In the United States, setback ordinances—regulation issued by towns and counties to keep renewables projects at a safe distance from neighbouring properties and infrastructure—could reduce wind resources by 87% and solar by 38%, finds a study published in the journal Nature Energy by the National Renewable Energy Laboratory (NREL).
Such a deployment reduction would cut America’s renewable energy potential 42%—from 161 to 93 terawatts, reportsUtility Dive, noting that the last four years have seen an “explosion” of municipal setback ordinances restricting land for renewables projects.
Back in 2018, 286 ordinances were in place for wind turbine development. By 2022, that number grew to 1,853 for wind, plus another 839 restricting utility-scale solar.
Though setbacks are becoming less restrictive in response to housing shortages, and though NREL experts say the U.S. will meet its decarbonization targets even with 93 TW, that estimate does not reflect the impact of other municipal rules, like those that limit noise disturbance, writes Utility Dive.
The point of a setback for renewables is to “provide reasonable safety or other protections, in the same way that zoning ordinances establish reasonable guidelines for the construction and siting of other structures,” explained [pdf] the Pacific Northwest National Laboratory (PNNL) in a 2022 memo. “Reasonable setbacks can help ensure safety in the event of an unlikely but dangerous event, such as ice slinging from wind turbine blades or the detaching of a blade entirely.”
[Although some U.S. jurisdictions seem to have no such concern about siting oil and gas fracking wells within breathing distance of homes and schools—Ed.]
The American Planning Association recommends a standard setback of 1,000 feet (304 metres) for renewables installations, notes PNNL. But “many cities and counties have approved minimum setbacks much larger than 1,500 feet, which can restrict or in some cases altogether prohibit large renewable energy projects, in response to local concerns or pushback.”
Wind developers say a 1,500-foot (457-metre) setback requirement is the upper limit of what is workable for designing a utility-scale wind project. But one ordinance in place in Kosciusko County, Indiana, dictates that wind turbine generators, meteorological testing towers, and any associated features “shall be set back from any adjoining property lot line, road right-of-way, railroad right-of-way, or overhead electrical transmission or distribution lines a minimum distance of 3,960 feet (1,207 metres).”
Meanwhile, a setback ordinance in Montville, Maine, dictates a minimum buffer of one mile (1,600 metres) between a wind project’s boundary and a neighbouring property line.
NREL’s analysis is meant “to provide municipal leaders with better data to estimate the potential impact of enacting various local ordinances,” said Anthony Lopez, a senior researcher with the lab’s Strategic Energy Analysis Center.
But determining the appropriate setback will never be a matter of “one-size-fits-all,” said Peyton Siler Jones, sustainability program director for the National League of Cities.

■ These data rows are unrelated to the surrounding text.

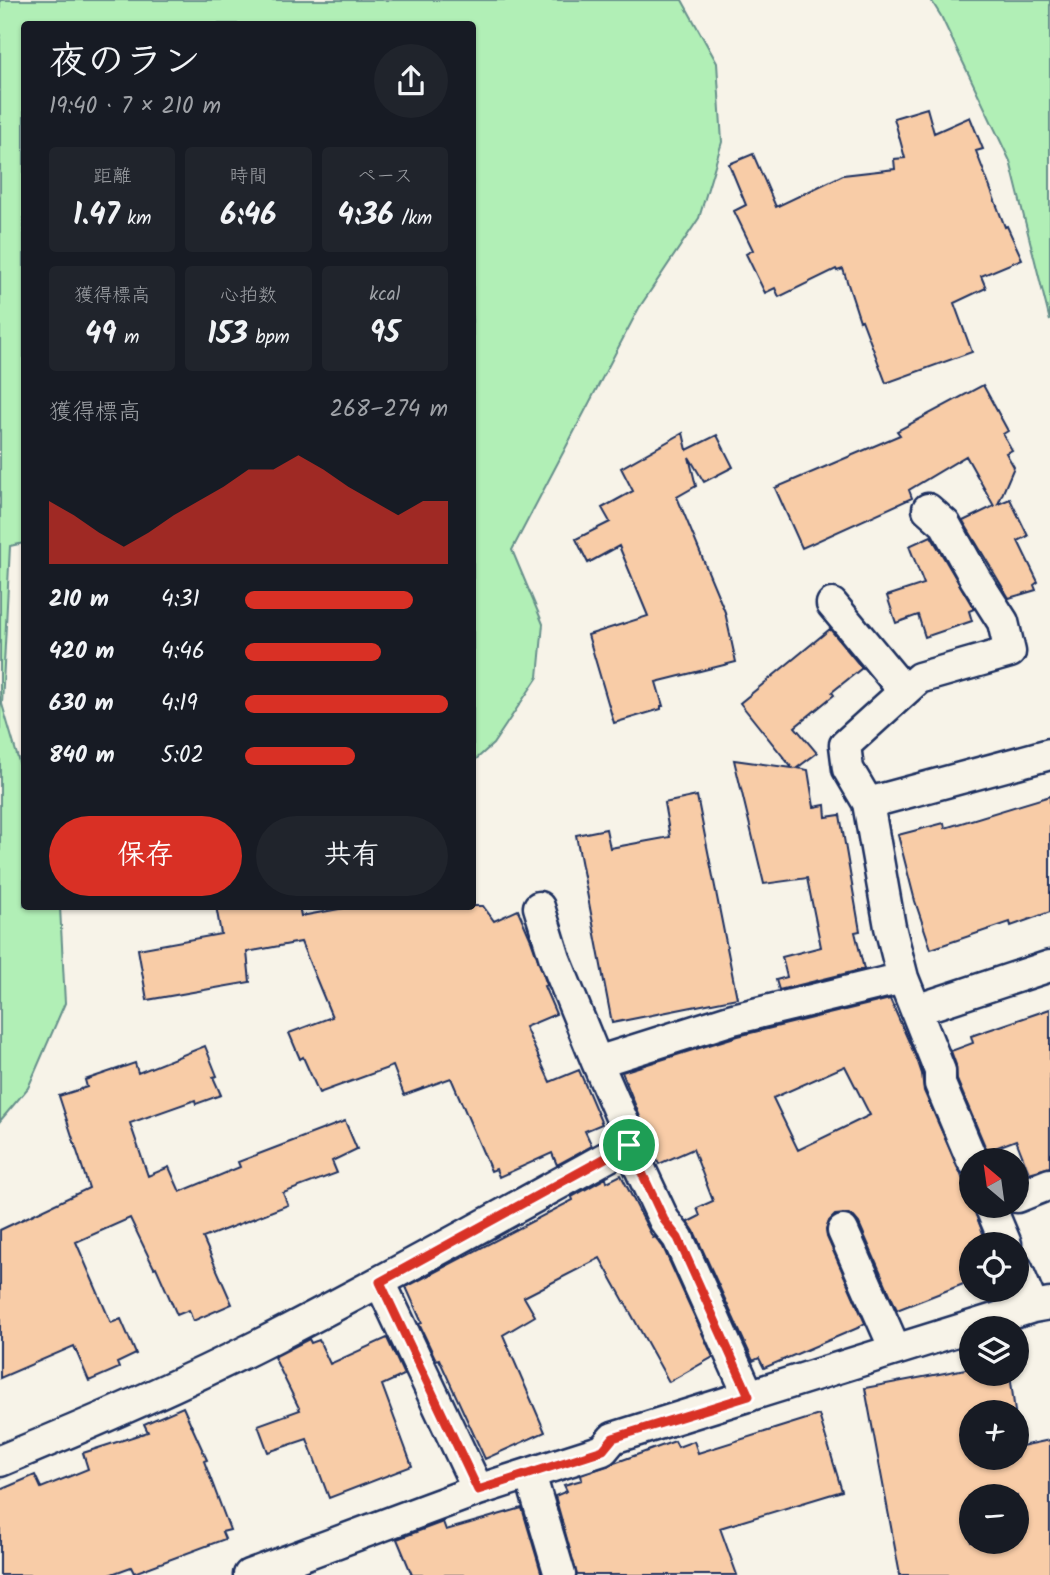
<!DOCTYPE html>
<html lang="ja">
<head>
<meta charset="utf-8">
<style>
	:root { --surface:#171b24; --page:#20242c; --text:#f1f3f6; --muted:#9ea1a6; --accent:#d93025 }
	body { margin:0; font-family:Kalam,"Klee One",sans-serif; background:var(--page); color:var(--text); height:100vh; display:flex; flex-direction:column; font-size:26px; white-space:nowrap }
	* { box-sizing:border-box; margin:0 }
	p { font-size:23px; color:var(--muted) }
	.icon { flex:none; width:38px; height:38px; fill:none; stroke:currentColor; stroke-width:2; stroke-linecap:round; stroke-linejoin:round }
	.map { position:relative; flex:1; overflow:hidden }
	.drawer { position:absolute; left:21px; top:21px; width:455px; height:889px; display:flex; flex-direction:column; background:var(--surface); border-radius:7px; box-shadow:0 2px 5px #0004 }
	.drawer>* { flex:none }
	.needle { width:46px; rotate:331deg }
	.tools { position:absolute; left:959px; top:1148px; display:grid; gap:14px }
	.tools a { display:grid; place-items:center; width:70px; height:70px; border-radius:50%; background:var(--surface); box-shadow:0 2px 5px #0004; font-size:35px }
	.pin { position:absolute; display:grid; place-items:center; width:60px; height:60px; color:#fff; margin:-30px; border:4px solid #fff; border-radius:50%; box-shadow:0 2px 7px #0007 }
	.round { display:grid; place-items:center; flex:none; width:74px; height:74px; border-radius:37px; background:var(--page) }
	.headline { display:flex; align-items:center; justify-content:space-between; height:119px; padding:0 28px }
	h1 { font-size:38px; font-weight:800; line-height:52px }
	.stats { display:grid; grid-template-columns:repeat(3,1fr); gap:10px; height:119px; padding:7px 28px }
	.stats div { display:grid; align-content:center; border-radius:7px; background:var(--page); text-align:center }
	.stats b { font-size:30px; font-weight:800 }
	.stats small { font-size:19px; font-weight:400 }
	.stats p { font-size:19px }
	.chart { height:196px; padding:14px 28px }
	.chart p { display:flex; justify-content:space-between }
	.chart svg { width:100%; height:126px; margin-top:7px; fill:var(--accent); opacity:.7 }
	.button { display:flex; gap:14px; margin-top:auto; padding:14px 28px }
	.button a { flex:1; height:80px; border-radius:42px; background:var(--accent); color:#fff; font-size:28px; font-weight:800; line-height:80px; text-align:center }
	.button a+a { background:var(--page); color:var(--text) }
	ul { padding:0 28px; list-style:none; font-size:23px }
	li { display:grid; grid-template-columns:112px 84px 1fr; align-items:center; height:52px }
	li i { height:18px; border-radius:9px; background:var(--accent) }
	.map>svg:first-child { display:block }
	.green { fill:#b1efb6; stroke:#668f8a; stroke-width:2 }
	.building { fill:#f8cca7; stroke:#1b2f5e; stroke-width:2; fill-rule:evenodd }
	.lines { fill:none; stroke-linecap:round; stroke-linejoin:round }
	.minor-casing { stroke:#1b2f5e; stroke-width:35 }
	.minor { stroke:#f7f3e8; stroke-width:30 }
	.route-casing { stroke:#fff; stroke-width:14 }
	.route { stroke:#d93025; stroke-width:9 }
</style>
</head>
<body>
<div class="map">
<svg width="1050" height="1575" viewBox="0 0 1050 1575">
	<rect width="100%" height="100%" fill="#f7f3e8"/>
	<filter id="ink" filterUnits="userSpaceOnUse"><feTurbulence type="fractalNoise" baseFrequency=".0143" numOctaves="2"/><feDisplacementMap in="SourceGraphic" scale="14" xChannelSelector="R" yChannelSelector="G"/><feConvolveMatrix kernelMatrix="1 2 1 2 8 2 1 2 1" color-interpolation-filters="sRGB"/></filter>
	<g filter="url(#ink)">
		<!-- green -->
		<path class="green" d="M0,0H682L717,63L722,142L699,218L639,308L512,550L543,624L538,677L493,744L473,762L472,24H24V543L10,546L2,704L24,779V906L60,907L65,1003L28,1088L0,1121Z
			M931,0H1050V321L1010,161L941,16Z"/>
		<!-- building -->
		<path class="building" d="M927,108L934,133L970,117L983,149L976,151L1005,227L1007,226L1022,259L981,276L986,288L954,303L972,352L886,383L862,320L860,321L843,269L837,271L836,269L779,297L775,288L765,293L746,254L753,250L734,211L746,205L729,164L753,154L776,207L843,175L895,169L894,159L905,158L894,118Z
			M983,385L1008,431L1003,434L1012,450L1006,453L1014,467L998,504L1010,499L1028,536L1018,541L1038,582L1034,585L1036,590L1009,598L963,521L994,506L966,456L909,490L912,498L802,548L775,488L900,435L897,431Z
			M683,433L687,450L717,435L733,467L704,482L689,457L696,486L677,497L725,612L736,662L656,682L663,706H661V709L614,723L588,635L648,616L619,546L588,563L576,539L610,522L602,508L633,491L621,468Z
			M931,536L974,609L969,611L972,621L925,637L918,615L896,623L887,596L924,584L909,546Z
			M830,629L862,668L832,692L834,695L795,727L817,753L797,768L808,770L814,807L825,805L826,817L840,815L860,931L855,932L864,969L779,990L776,980L787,977L782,957L821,947L807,878L764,884L734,760L792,768L740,703Z
			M697,796L737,998L612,1023L576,835L606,829L610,848L670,837L664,803Z
			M1050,796V912L1011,926L1010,922L931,949L915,901L898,835L944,823L945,828Z
			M216,906H299L301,916L355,906H483L494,921L518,910L531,940L547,985L544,986L556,1014L525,1027L550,1082L579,1070L602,1124L585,1131L592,1146L557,1165L552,1153L499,1177L496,1169L491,1171L451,1078L404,1095L393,1066L319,1093L303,1057L300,1059L289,1033L332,1017L301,942L247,952L250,982L147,1000L138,949L221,934Z
			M890,999L918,1062L922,1074L924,1091L960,1172L987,1244H971V1281L897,1310L859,1223L854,1217L846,1214L835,1215L829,1221L826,1230L827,1237L865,1323L860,1326V1327L764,1368L759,1358L753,1361L694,1231L688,1222L700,1216L697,1208L713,1201L693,1149L659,1164L622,1072L738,1036ZM845,1066L870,1115L798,1150L773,1098Z
			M1050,1009V1167L1029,1173L1016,1140L987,1151L957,1080L956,1065L951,1051L973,1043L971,1036Z
			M205,1046L217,1076L213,1077L221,1095L196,1104L195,1100L130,1123L148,1176L169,1167L180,1192L240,1167L238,1162L345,1121L357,1149L332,1161L337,1173L283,1193L288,1205L203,1238L232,1304L193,1321L189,1310L177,1315L156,1267L154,1268L130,1218L76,1242L111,1323L121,1319L136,1354L117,1363L119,1368L89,1381L74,1346L0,1378V1230L89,1188L59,1096L87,1087L85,1080L135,1063L138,1073Z
			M621,1175L653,1238L655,1237L663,1247L713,1357L669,1382L600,1258L524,1297L535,1316L503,1335L545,1432L485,1459L439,1359L436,1360L419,1324L422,1323L406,1287L573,1200L572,1197L606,1178L607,1182Z
			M387,1338L404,1375L382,1385L412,1466L329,1498L307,1439L268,1452L258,1425L300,1410L274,1357L309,1339L311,1343L319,1340L330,1364Z
			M971,1368V1374H1010L1015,1412H971V1458H1017V1423L1021,1446L1050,1440V1575H900L865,1388ZM971,1496H1017V1542H971Z
			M183,1407L207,1460L204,1461L230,1530L222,1532L225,1539L134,1573L131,1567L109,1575H0V1490L35,1475L41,1488L88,1469L83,1453L148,1432L144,1424Z
			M819,1415L842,1491L720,1528L737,1575H577L555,1496L567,1491L564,1485L582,1480L581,1475L675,1441L678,1447L694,1441L698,1453Z
			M522,1508L542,1575H412L397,1539L443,1522L446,1530Z"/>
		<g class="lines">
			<defs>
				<path id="minor" d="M928,509L945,524L975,578L1003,622L1010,652L919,678L845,745L848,769L868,803L890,927L903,978L940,1071V1084L972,1160
					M832,604L904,691
					M868,803L1050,754
					M539,907L555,959L597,1062L733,1019L903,978
					M916,1010L1050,966
					M597,1062L628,1133L629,1145L664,1220L678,1238L749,1396
					M1017,1197L1050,1184
					M990,1206L1006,1244
					M843,1231L895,1349
					M1017,1269L1033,1307
					M380,1282L478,1490
					M0,1461C88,1425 176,1387 261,1344C385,1281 507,1212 629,1145
					M530,1474L560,1575
					M249,1575L478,1490L603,1450L613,1438L1033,1307L1050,1304"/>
			</defs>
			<!-- minor casing -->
			<use href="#minor" class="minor-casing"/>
			<!-- minor -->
			<use href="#minor" class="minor"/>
		</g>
	</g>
	<g class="lines" filter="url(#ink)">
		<defs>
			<path id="route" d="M629,1145L664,1220L678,1238L749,1396L613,1438L603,1450L478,1490L380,1282Z"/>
		</defs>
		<!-- route casing -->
		<use href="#route" class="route-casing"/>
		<!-- route -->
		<use href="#route" class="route"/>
	</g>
</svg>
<div class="tools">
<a><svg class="needle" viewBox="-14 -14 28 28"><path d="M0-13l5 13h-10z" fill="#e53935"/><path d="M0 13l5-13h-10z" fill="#9ea1a6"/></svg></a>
<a><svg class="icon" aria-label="locate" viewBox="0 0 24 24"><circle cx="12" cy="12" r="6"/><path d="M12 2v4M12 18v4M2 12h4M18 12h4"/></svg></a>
<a><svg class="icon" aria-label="layers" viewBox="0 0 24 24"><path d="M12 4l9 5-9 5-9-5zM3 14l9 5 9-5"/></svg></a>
<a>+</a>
<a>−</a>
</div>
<div class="pin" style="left:629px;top:1145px;background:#1e9e55"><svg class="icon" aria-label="arrive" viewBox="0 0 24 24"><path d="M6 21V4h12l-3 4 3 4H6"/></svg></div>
<section class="drawer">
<div class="headline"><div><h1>夜のラン</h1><p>19:40 · 7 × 210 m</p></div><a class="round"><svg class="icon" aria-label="share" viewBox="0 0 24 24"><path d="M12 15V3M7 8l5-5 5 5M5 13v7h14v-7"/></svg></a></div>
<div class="stats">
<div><p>距離</p><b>1.47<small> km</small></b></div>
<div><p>時間</p><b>6:46</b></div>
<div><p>ペース</p><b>4:36<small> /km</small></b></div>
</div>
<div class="stats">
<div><p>獲得標高</p><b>49<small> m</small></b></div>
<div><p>心拍数</p><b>153<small> bpm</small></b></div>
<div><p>kcal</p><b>95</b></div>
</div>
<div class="chart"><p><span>獲得標高</span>268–274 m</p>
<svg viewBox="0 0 160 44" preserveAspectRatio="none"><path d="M0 44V22L10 27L20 33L30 38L40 33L50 27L60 22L70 17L80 11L90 11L100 6L110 11L120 17L130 22L140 27L150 22L160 22V44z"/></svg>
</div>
<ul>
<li><b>210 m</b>4:31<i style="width:83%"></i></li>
<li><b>420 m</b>4:46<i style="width:67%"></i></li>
<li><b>630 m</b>4:19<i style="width:100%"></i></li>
<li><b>840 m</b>5:02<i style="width:54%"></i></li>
</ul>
<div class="button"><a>保存</a><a>共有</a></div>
</section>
</div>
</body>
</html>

“While the benefits of lower setbacks are numerous, there may be very good reasons to maintain higher setbacks in certain locations, especially if it’s protecting a natural resource,” said Jones. “Ideally, local leaders can understand the benefits of lowering setbacks by examining the local renewable energy and housing potential and determine what makes sense for their community given competing priorities.”
Such an effort to balance all stakeholder concerns—while pushing ahead to decarbonize energy systems—is at the heart of a strategy called “smart siting” of wind and solar projects. It was the governing principle in a successful collaboration between the county of Zadar, Croatia and The Nature Conservancy (TNC).
Zadar “boasts 2,000 hours of sunshine annually and has one of the windiest climates in Europe,” wrote the World Economic Forum (WEF) in a January post, “a location that was initially deemed ideal for developing renewable energy sites to meet Croatia’s aim to phase out coal by 2033.” But getting to deployment was complicated, because “over 50% of the county falls within the European Union’s Natura 2000 network of protected areas for biodiversity, and there were multiple stakeholders.”
In collaboration with Zadar, TNC produced a “smart siting blueprint,” an “overlapping series of maps depicting regional environmental and social data with those indicating solar and wind potential.” Some 22 individual datasets were used to make the maps, covering everything from bear habitats and bat colonies to valuable farmland and areas projected to yield large quantities of electricity or located close to the grid, says the WEF.
“The datasets were comprised of input from local experts and non-experts alike to identify and rank land with significant community value to be considered,” the WEF states. The blueprint ultimately identified enough suitable land for wind and solar installations in Zadar alone to meet half of Croatia’s 2030 target.
Back in the U.S., the Oregon Smart Siting Coalition (including the Defenders of Wildlife, the Natural Resources Defense Council, the Oregon Natural Desert Association, and Renewable Northwest) recently completed a community-wide consultation and has published its own voluntary renewable energy siting guidelines “to help expedite renewable energy development while improving community engagement and conserving Oregon’s natural and cultural resources.”